De acordo com o INE, no 1.º trimestre de 2022, a remuneração bruta mensal média por trabalhador (posto de trabalho) aumentou 2,2%, em relação ao mesmo período de 2021, para 1 258 Euros.

A componente regular daquela remuneração aumentou 1,7% e a remuneração base subiu 1,6%, atingindo, respetivamente, 1 127 e 1 058 Euros. Em termos reais, tendo como referência a variação do Índice de Preços do Consumidor, as diminuições das remunerações médias por trabalhador foram 2,0%, 2,5% e 2,5%, respetivamente. Estes resultados dizem respeito a cerca 4,3 milhões de postos de trabalho, correspondentes a beneficiários da Segurança Social e a subscritores da Caixa Geral de Aposentações.

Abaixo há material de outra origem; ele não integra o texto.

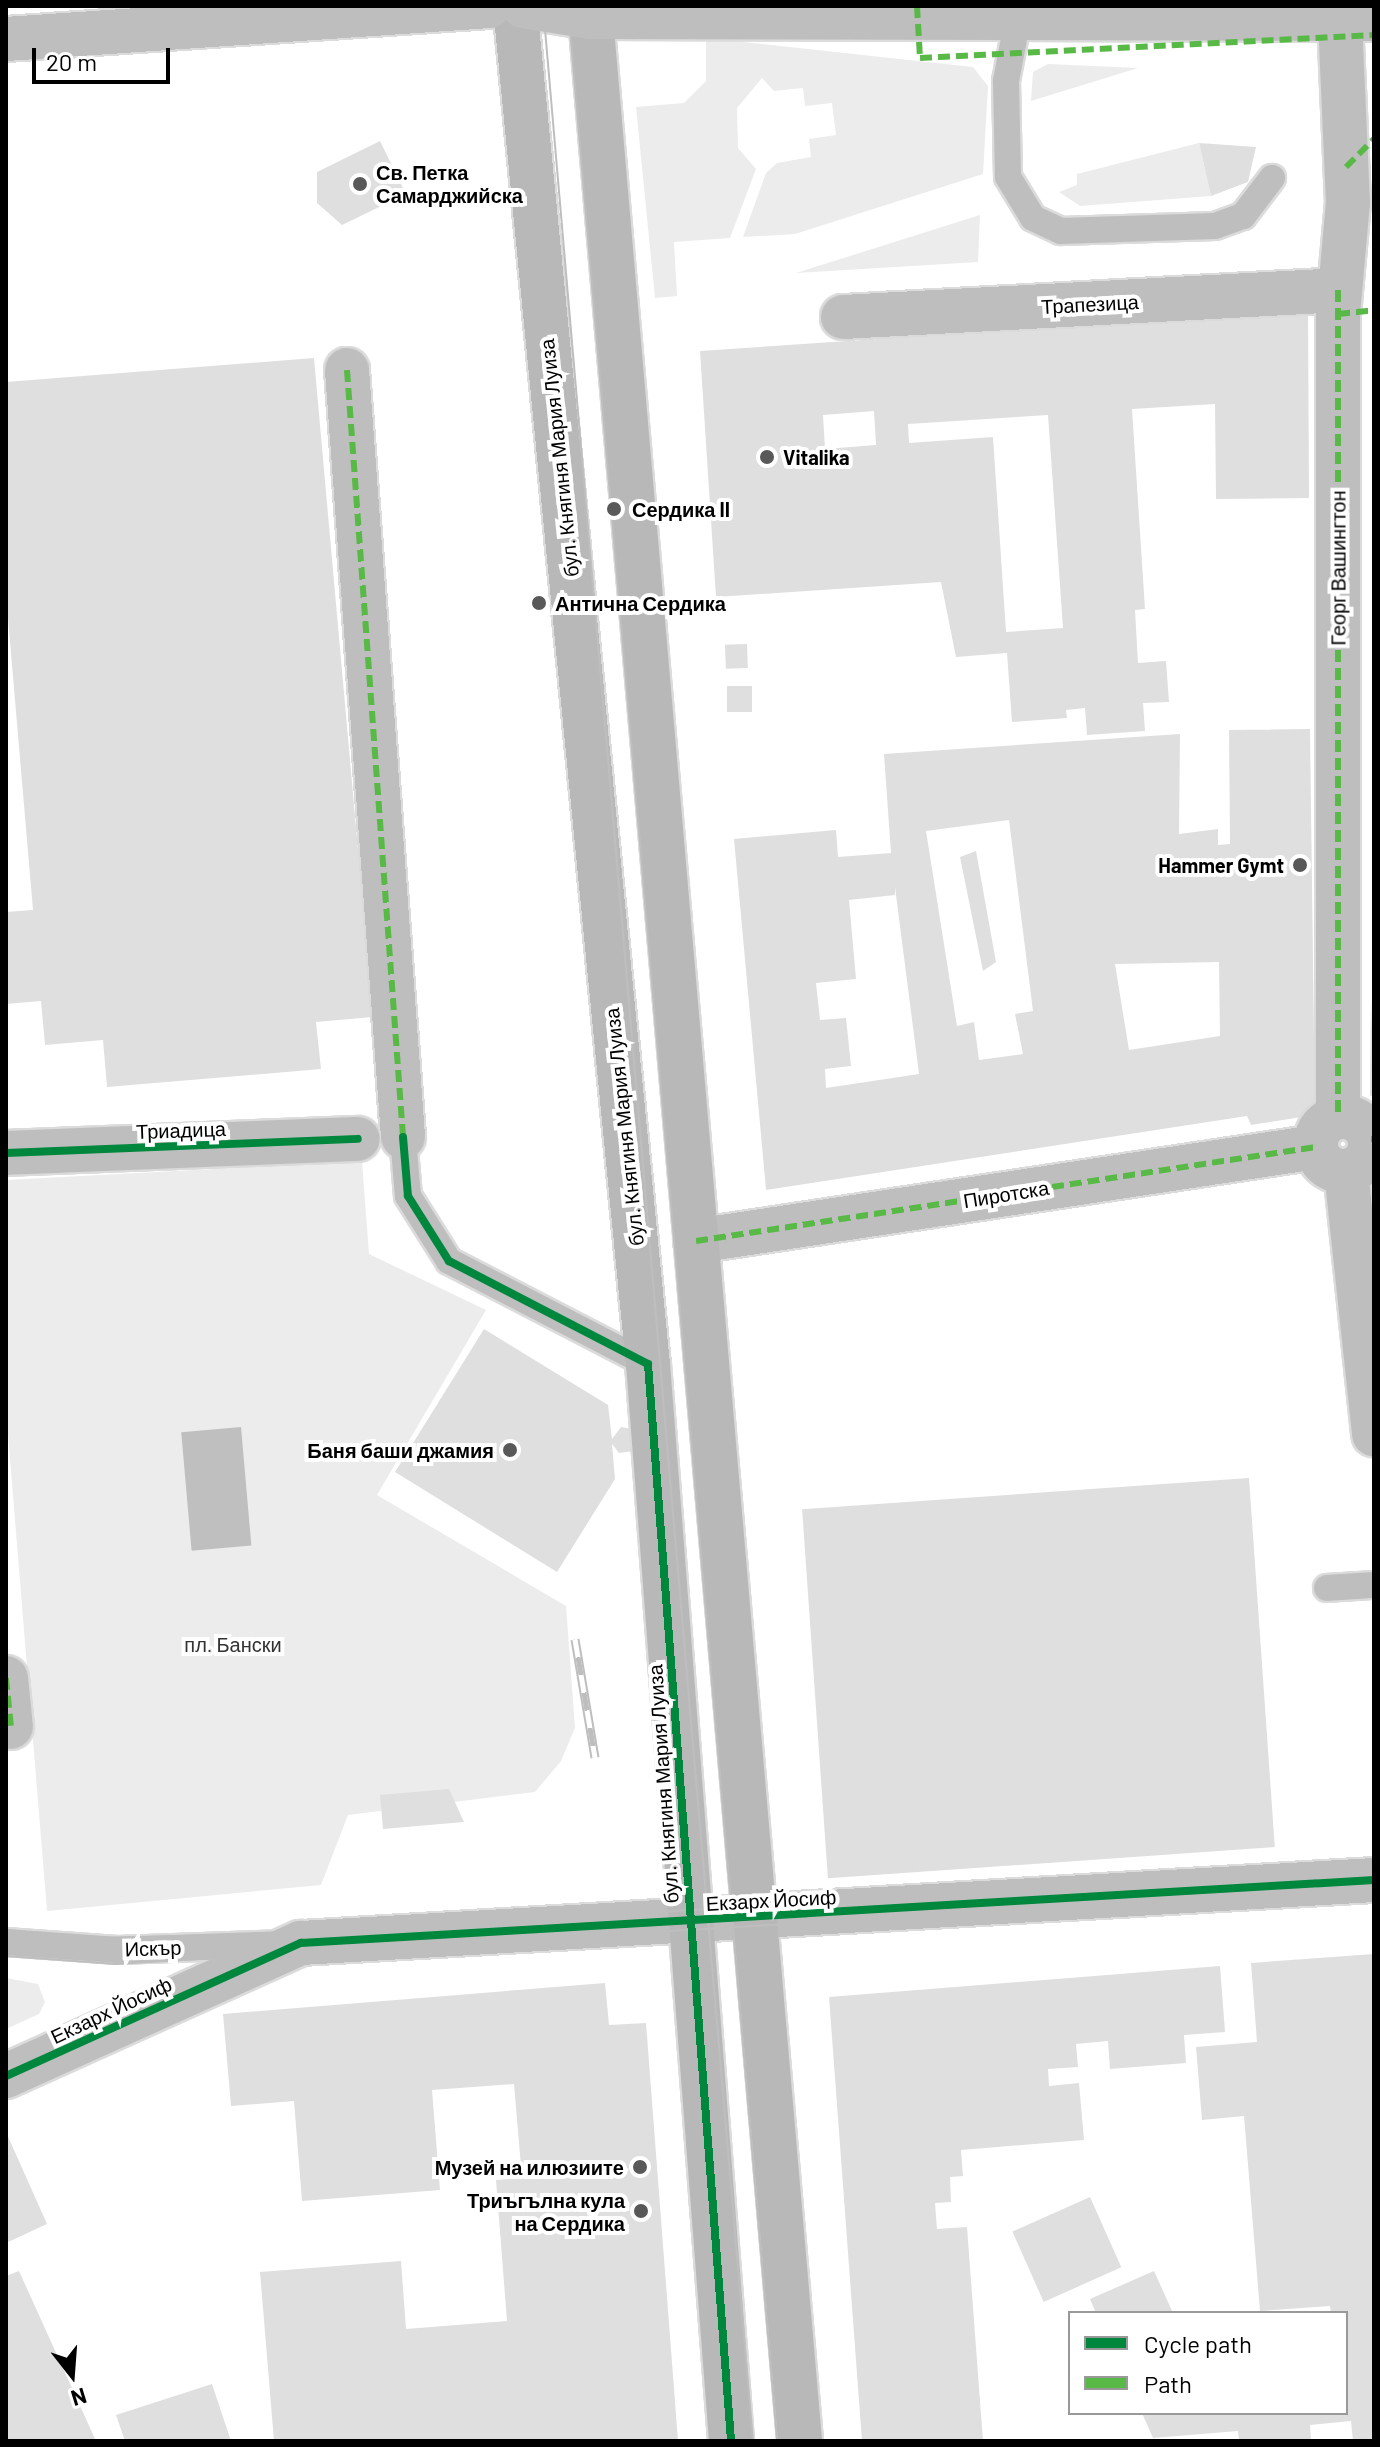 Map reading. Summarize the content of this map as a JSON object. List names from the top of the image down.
{
  "streets": {
    "main road": ["бул. Княгиня Мария Луиза"],
    "street": [
      "Трапезица",
      "Георг Вашингтон",
      "Триадица",
      "Пиротска",
      "Екзарх Йосиф"
    ],
    "lane": ["Искър"]
  },
  "crossings": [
    ["Трапезица", "Георг Вашингтон"],
    ["бул. Княгиня Мария Луиза", "Екзарх Йосиф"],
    ["Георг Вашингтон", "Пиротска"],
    ["Екзарх Йосиф", "Искър"]
  ],
  "parks": ["пл. Бански"],
  "places": [
    "Св. Петка Самарджийска",
    "Vitalika",
    "Сердика II",
    "Антична Сердика",
    "Hammer Gymt",
    "Баня баши джамия",
    "Музей на илюзиите",
    "Триъгълна кула на Сердика"
  ],
  "legend": ["Cycle path", "Path"],
  "scale_bar": "20 m",
  "north": "bottom"
}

Em relação a março de 2021, os maiores aumentos da remuneração total foram observados nas Atividades Imobiliárias (secção L; 6,4%), nas empresas de 1 a 4 trabalhadores (6,2%), no sector privado (3,0%) e nas empresas de Serviços de alta tecnologia com forte intensidade de conhecimento (5,5%). Foram observadas variações negativas da remuneração total nas atividades de Eletricidade, gás, vapor, água quente e fria e ar frio (secção D; -16,3%), nas empresas de 500 ou mais trabalhadores (-0,6%) e nas empresas de Alta tecnologia industrial (-0,5%).

(Gráfico: INE)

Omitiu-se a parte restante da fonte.